The authors leverage a multi-stagecomputational pipeline within the Atlas H&E-TME application to process Whole Slide Images (WSIs) and extract detailed tumor microenvironment features. This pipeline consists of three sequential deep learning models: Tissue Quality Control, Tissue Segmentation, and Cell Classification.

As shown in the figure below:

The process begins with the Tissue QC model, which evaluates the input WSI to identify valid tissue regions, filter out artifacts, and exclude out-of-focus areas or markers. This step ensures that downstream analyses are performed only on high-quality tissue data. Following the quality control step, the Tissue Segmentation model partitions the valid tissue into distinct histological compartments. This model classifies regions into categories such as carcinoma, stroma, blood, epithelial tissue, and necrosis.

Finally, the Cell Classification model operates on the segmented tissue to identify and categorize individual cells within the tumor microenvironment. This model distinguishes between various cell types, including carcinoma cells, endothelial cells, epithelial cells, fibroblasts, granulocytes, lymphocytes, macrophages, and plasma cells. By chaining these three models, the application generates comprehensive slide-level tissue and cell readouts, as well as neighborhood readouts, enabling a granular analysis of the tissue architecture.

Experiment

The evaluation setup involved validating the Atlas H&E-TME application—a four-stage AI pipeline for single-cell tumor microenvironment profiling in H&E slides—against annotations from board-certified pathologists using diverse multi-source datasets and scanner types across five cancer indications.

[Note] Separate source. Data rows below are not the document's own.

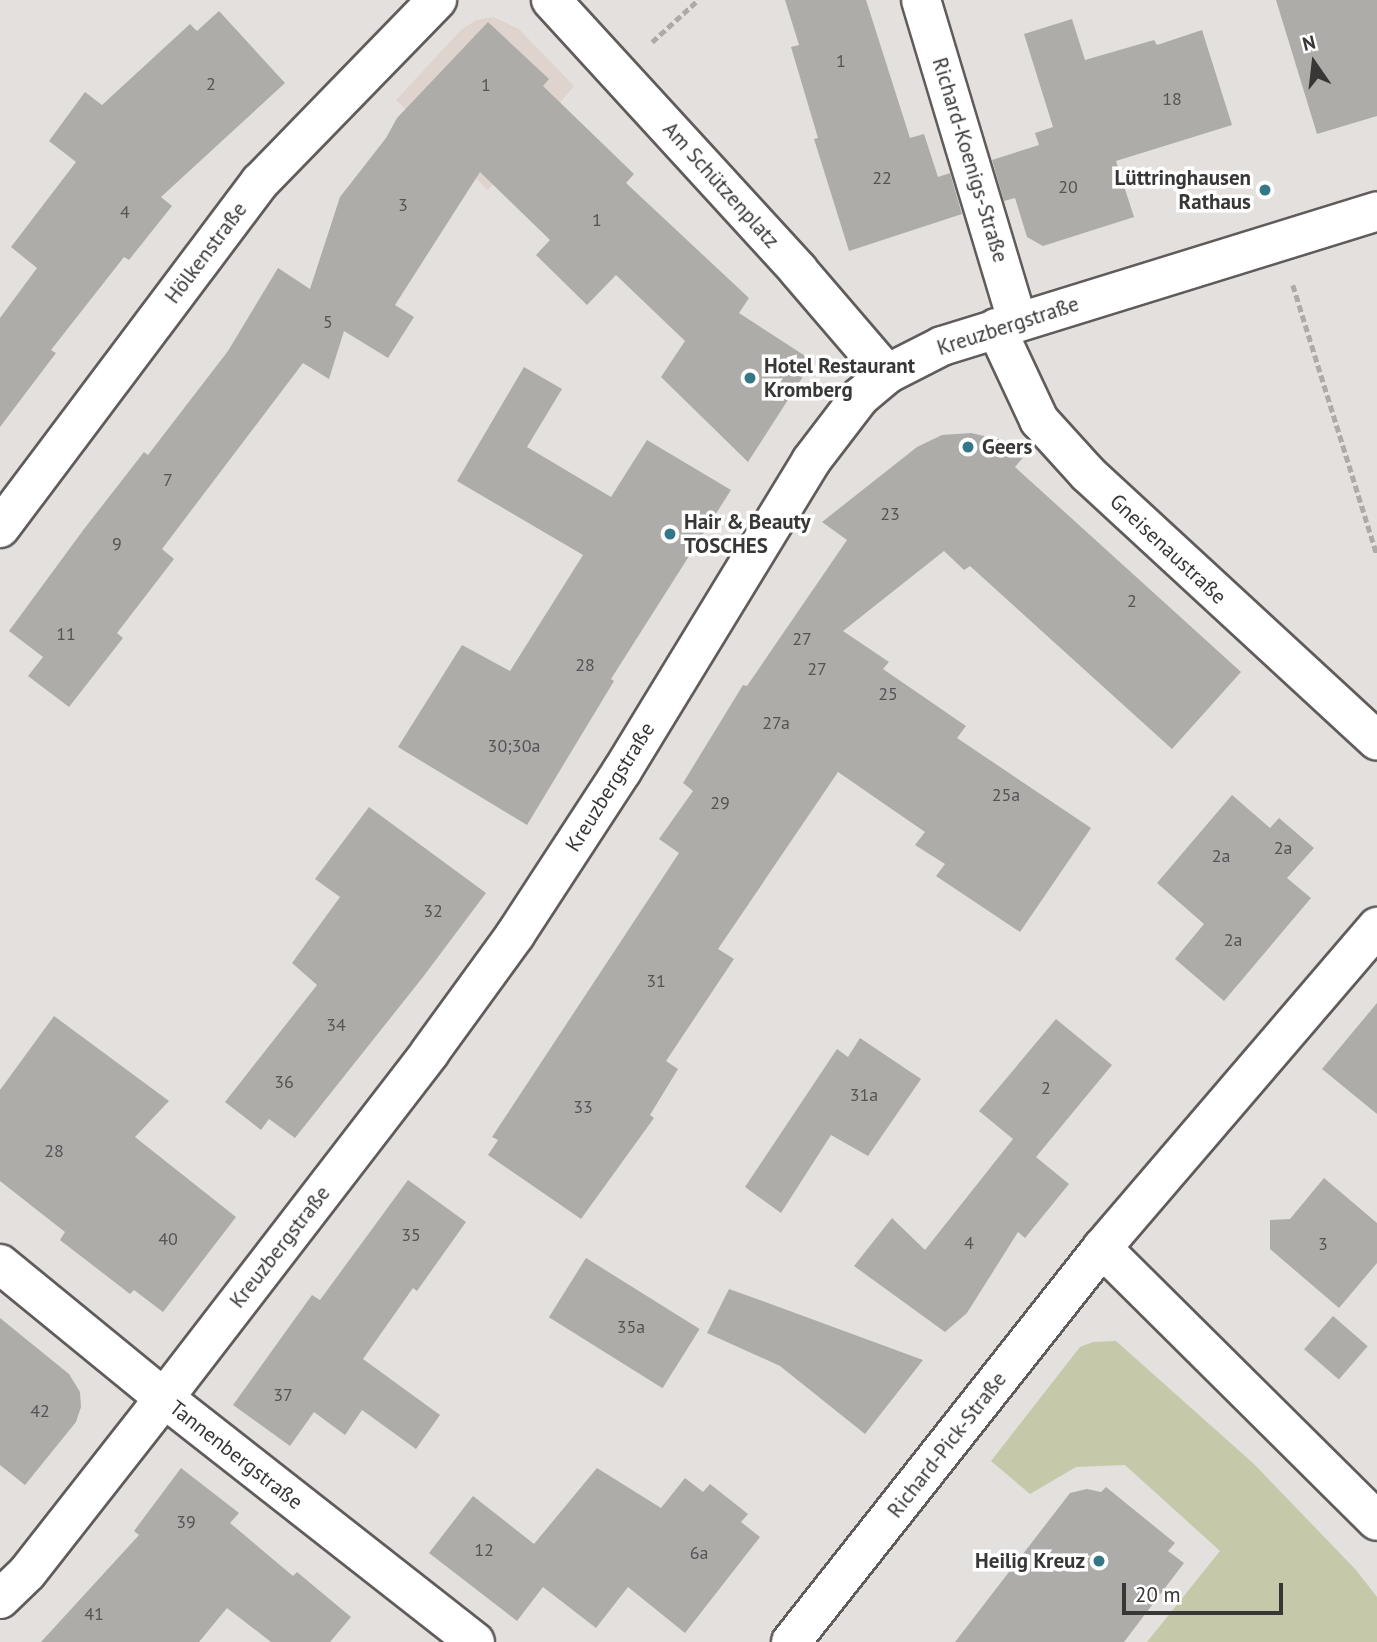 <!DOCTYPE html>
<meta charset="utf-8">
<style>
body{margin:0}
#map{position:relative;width:1377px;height:1642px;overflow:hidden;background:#e4e0de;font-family:"PT Sans",sans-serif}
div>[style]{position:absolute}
.built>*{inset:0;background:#ded3cd}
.green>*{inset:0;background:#c5c9a9}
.building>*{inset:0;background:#aeaca9;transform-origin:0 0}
.path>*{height:4.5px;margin-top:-2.25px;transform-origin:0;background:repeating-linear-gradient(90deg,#adaaa8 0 7px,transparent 0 10.5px)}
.roads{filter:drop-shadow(2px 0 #605c5b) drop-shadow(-2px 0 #605c5b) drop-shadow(0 2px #605c5b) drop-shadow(0 -2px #605c5b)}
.minor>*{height:38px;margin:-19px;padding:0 19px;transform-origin:19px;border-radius:19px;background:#fff}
.tertiary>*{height:38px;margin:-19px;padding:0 19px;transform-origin:19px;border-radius:19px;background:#fff}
.secondary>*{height:38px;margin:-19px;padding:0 19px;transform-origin:19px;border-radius:19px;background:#fff}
.dots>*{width:19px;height:19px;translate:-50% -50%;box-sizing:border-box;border:4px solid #fff;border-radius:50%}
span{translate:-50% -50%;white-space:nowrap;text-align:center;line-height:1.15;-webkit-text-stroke:7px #fff;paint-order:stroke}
.number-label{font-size:18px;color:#565453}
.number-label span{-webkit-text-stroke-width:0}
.street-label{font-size:21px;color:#383736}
.poi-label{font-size:21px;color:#383736;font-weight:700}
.right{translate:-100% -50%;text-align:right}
.left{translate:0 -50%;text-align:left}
.north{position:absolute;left:1279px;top:28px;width:70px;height:70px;-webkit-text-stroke:5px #fff;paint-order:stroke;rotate:346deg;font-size:19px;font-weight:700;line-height:28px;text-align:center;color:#383736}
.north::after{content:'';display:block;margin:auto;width:24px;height:32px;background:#383736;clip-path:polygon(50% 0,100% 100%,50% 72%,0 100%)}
.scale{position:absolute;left:1122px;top:1583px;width:161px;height:32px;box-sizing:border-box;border:4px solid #383736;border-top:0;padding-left:9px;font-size:21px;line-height:24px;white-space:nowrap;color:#383736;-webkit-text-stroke:5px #fff;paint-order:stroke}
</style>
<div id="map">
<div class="built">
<i style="clip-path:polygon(493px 17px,519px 29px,574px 86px,488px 190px,396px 100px,461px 30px,476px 20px)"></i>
</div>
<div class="green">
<i style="clip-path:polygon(1116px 1341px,1254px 1464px,1356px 1570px,1377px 1597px,1377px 1642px,1147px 1642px,1220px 1551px,1125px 1465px,1076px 1467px,1030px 1494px,991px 1461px,1080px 1347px,1093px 1342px)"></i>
</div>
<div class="building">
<i style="clip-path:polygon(785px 0,866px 0,910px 138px,924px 134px,938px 177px,950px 173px,962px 214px,849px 251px,814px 139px,818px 138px,791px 47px,799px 45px)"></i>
<i style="clip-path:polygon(1276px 0,1377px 0,1377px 116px,1317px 134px)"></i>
<i style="clip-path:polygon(219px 11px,285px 83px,161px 197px,172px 206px,129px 260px,124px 257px,51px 350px,56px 353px,0 427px,0 318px,37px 268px,11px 247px,76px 162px,49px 141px,85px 92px,102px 105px,190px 24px,197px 31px)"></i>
<i style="clip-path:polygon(1072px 19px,1085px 60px,1154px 40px,1157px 45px,1202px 30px,1232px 125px,1116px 161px,1134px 217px,1043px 246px,1027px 237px,1015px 198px,1004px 201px,992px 160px,1039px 145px,1035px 133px,1053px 127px,1024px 34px)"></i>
<i style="clip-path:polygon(488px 22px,549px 79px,543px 86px,634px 174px,626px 183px,749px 298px,739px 313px,813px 361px,748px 462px,661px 377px,685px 341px,616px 275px,587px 305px,536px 255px,550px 240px,480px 172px,395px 305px,414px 317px,388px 358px,344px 331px,329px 379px,303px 363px,162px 549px,174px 559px,117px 633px,123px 638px,69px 707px,28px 676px,43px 657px,9px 631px,84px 529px,144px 452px,148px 455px,228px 351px,278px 268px,310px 289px,340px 197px,386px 138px,397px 118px)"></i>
<i style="clip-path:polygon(524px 367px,562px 389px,527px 447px,611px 497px,647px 440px,731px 490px,611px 679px,614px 681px,527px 825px,398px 747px,462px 645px,510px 671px,583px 555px,457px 481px)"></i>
<i style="clip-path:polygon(971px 433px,998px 439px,1027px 453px,1015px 467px,1241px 672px,1172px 749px,970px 566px,964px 570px,944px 551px,843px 631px,889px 662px,883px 669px,966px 726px,957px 738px,1091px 828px,1020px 932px,936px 876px,945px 864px,915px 845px,925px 832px,838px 772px,718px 949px,734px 959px,666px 1061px,678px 1069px,650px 1115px,654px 1118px,581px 1219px,488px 1155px,498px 1140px,492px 1137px,679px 853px,659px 839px,693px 791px,683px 783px,743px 685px,747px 686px,847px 540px,822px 522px,917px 447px,942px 435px)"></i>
<i style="clip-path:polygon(1232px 795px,1270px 828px,1279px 818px,1314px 848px,1287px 878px,1311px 898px,1224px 1001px,1175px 959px,1204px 924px,1157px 883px)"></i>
<i style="clip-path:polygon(369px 807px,486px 893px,423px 977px,295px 1138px,269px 1119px,261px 1130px,225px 1102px,317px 985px,292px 963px,340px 897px,315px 879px)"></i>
<i style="clip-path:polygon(1377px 1003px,1377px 1114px,1322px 1069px)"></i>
<i style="clip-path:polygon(54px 1016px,169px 1101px,135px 1137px,236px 1217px,163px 1312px,134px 1290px,130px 1294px,60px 1240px,65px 1232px,0 1181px,0 1090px)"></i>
<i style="clip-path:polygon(1056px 1019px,1112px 1065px,1036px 1157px,1069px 1184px,1025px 1238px,1018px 1232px,967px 1313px,945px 1332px,854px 1266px,892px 1218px,925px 1250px,1013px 1139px,979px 1111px)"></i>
<i style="clip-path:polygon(860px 1038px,921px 1079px,868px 1156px,831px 1135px,781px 1213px,745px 1187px,837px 1049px,848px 1057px)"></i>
<i style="clip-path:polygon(1324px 1178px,1377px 1223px,1377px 1263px,1339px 1308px,1270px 1249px,1270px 1220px,1290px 1219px)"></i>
<i style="clip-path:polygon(408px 1180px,466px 1222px,417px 1291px,413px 1288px,363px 1359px,440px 1415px,416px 1449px,362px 1410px,345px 1435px,314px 1412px,290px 1446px,233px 1405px,312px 1295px,320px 1300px)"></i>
<i style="left:586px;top:1258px;width:134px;height:70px;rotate:32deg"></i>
<i style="clip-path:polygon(729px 1289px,768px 1303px,923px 1360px,865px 1434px,780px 1366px,707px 1333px)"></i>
<i style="left:1333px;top:1316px;width:46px;height:44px;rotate:41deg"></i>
<i style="clip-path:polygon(0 1318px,69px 1374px,80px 1392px,81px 1407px,76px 1422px,25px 1485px,0 1465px)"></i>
<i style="clip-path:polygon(181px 1468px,239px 1513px,230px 1523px,293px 1576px,297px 1572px,351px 1617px,330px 1642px,271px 1642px,227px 1608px,199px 1642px,41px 1642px,139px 1535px,134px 1531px)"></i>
<i style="clip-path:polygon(597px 1468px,661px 1508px,685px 1478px,703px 1492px,710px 1484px,748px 1514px,741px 1522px,760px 1537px,685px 1633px,628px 1587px,596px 1628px,543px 1587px,517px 1621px,429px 1553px,473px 1496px,534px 1544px)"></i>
<i style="clip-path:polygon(1106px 1487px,1175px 1543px,1168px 1551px,1184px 1563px,1124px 1642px,955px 1642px,1070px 1493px,1087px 1489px,1101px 1492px)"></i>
</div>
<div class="path">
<i style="left:652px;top:42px;width:62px;rotate:-42.4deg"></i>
<i style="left:1293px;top:285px;width:282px;rotate:72.7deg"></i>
</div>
<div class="roads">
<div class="minor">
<i style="left:921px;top:0;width:335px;rotate:73.3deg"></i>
<i style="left:996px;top:328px;width:102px;rotate:64.9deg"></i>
<i style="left:1039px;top:420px;width:73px;rotate:47.8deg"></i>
<i style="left:1088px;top:474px;width:393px;rotate:42.7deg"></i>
<i style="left:0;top:528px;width:433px;rotate:-53.1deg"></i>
<i style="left:260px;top:182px;width:254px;rotate:-45.8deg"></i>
<i style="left:1102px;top:1248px;width:387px;rotate:44.8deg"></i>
<i style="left:0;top:1264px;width:212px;rotate:39.3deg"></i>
<i style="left:164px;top:1398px;width:395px;rotate:38.1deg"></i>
<i style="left:791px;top:1642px;width:502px;rotate:-51.71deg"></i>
<i style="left:1102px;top:1248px;width:423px;rotate:-49.4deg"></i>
</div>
<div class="tertiary">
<i style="left:551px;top:0;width:366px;rotate:47.5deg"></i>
<i style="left:798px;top:270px;width:137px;rotate:49.4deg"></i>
</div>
<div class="secondary">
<i style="left:0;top:1599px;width:37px;rotate:-44deg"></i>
<i style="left:27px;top:1573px;width:222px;rotate:-51.9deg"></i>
<i style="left:164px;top:1398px;width:436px;rotate:-52.4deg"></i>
<i style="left:430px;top:1052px;width:145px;rotate:-54deg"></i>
<i style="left:515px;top:935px;width:196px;rotate:-56.9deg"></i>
<i style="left:622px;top:771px;width:363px;rotate:-58.6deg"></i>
<i style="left:811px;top:461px;width:81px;rotate:-52.6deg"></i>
<i style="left:860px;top:397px;width:35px;rotate:-40deg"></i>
<i style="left:887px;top:374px;width:62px;rotate:-27deg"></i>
<i style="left:942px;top:346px;width:455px;rotate:-17.2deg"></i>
</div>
</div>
<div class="dots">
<i style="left:1265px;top:190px;background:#347887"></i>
<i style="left:750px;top:378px;background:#347887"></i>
<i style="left:968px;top:447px;background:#347887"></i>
<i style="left:670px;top:534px;background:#347887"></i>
<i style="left:1099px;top:1561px;background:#347887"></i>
</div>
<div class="number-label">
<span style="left:841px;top:61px">1</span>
<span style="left:211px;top:84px">2</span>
<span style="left:486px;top:85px">1</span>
<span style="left:1172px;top:99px">18</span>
<span style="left:882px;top:178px">22</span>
<span style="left:1068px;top:187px">20</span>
<span style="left:403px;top:205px">3</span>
<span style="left:125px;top:212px">4</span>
<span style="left:597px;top:220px">1</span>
<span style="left:328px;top:322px">5</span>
<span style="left:168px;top:480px">7</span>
<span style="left:890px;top:514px">23</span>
<span style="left:117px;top:544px">9</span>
<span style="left:1132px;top:601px">2</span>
<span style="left:66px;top:634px">11</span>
<span style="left:802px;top:639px">27</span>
<span style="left:585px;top:665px">28</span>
<span style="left:817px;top:669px">27</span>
<span style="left:888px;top:694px">25</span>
<span style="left:776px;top:723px">27a</span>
<span style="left:514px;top:746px">30;30a</span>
<span style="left:1006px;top:795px">25a</span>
<span style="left:720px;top:803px">29</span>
<span style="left:1283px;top:848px">2a</span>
<span style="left:1221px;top:856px">2a</span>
<span style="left:433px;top:911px">32</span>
<span style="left:1233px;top:940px">2a</span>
<span style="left:656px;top:981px">31</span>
<span style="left:336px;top:1025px">34</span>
<span style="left:284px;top:1082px">36</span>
<span style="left:1046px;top:1088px">2</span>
<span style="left:864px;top:1095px">31a</span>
<span style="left:583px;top:1107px">33</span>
<span style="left:54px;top:1151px">28</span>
<span style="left:411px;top:1235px">35</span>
<span style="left:168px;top:1239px">40</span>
<span style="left:969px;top:1243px">4</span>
<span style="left:1323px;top:1244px">3</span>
<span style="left:631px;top:1327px">35a</span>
<span style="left:283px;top:1395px">37</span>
<span style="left:40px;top:1411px">42</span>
<span style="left:186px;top:1522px">39</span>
<span style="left:484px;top:1550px">12</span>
<span style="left:699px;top:1553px">6a</span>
<span style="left:94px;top:1614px">41</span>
</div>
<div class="street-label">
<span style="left:970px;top:160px;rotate:73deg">Richard-Koenigs-Straße</span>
<span style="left:721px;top:185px;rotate:48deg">Am Schützenplatz</span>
<span style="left:206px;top:253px;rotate:-53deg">Hölkenstraße</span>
<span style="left:1008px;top:326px;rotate:-18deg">Kreuzbergstraße</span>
<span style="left:1168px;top:549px;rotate:43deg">Gneisenaustraße</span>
<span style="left:610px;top:787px;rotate:-58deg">Kreuzbergstraße</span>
<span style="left:280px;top:1247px;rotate:-52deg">Kreuzbergstraße</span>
<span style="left:947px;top:1445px;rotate:-52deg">Richard-Pick-Straße</span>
<span style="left:236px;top:1455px;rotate:38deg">Tannenbergstraße</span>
</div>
<div class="poi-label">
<span class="right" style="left:1251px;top:190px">Lüttringhausen<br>Rathaus</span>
<span class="left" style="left:764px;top:378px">Hotel Restaurant<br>Kromberg</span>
<span class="left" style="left:982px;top:447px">Geers</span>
<span class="left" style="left:684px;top:534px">Hair &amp; Beauty<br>TOSCHES</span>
<span class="right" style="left:1085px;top:1561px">Heilig Kreuz</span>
</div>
<div class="north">N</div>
<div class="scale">20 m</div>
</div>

The validation confirmed that the system reliably performs tissue quality control, segments seven tissue classes, detects and classifies cells into nine types, and derives spatial readouts such as cell densities and neighborhood co-occurrence statistics. The overall findings demonstrate robust coverage of at least 90% of invasive morphological subtypes per supported cancer, underscoring the model's generalizability and practical utility for comprehensive spatial profiling in clinical research.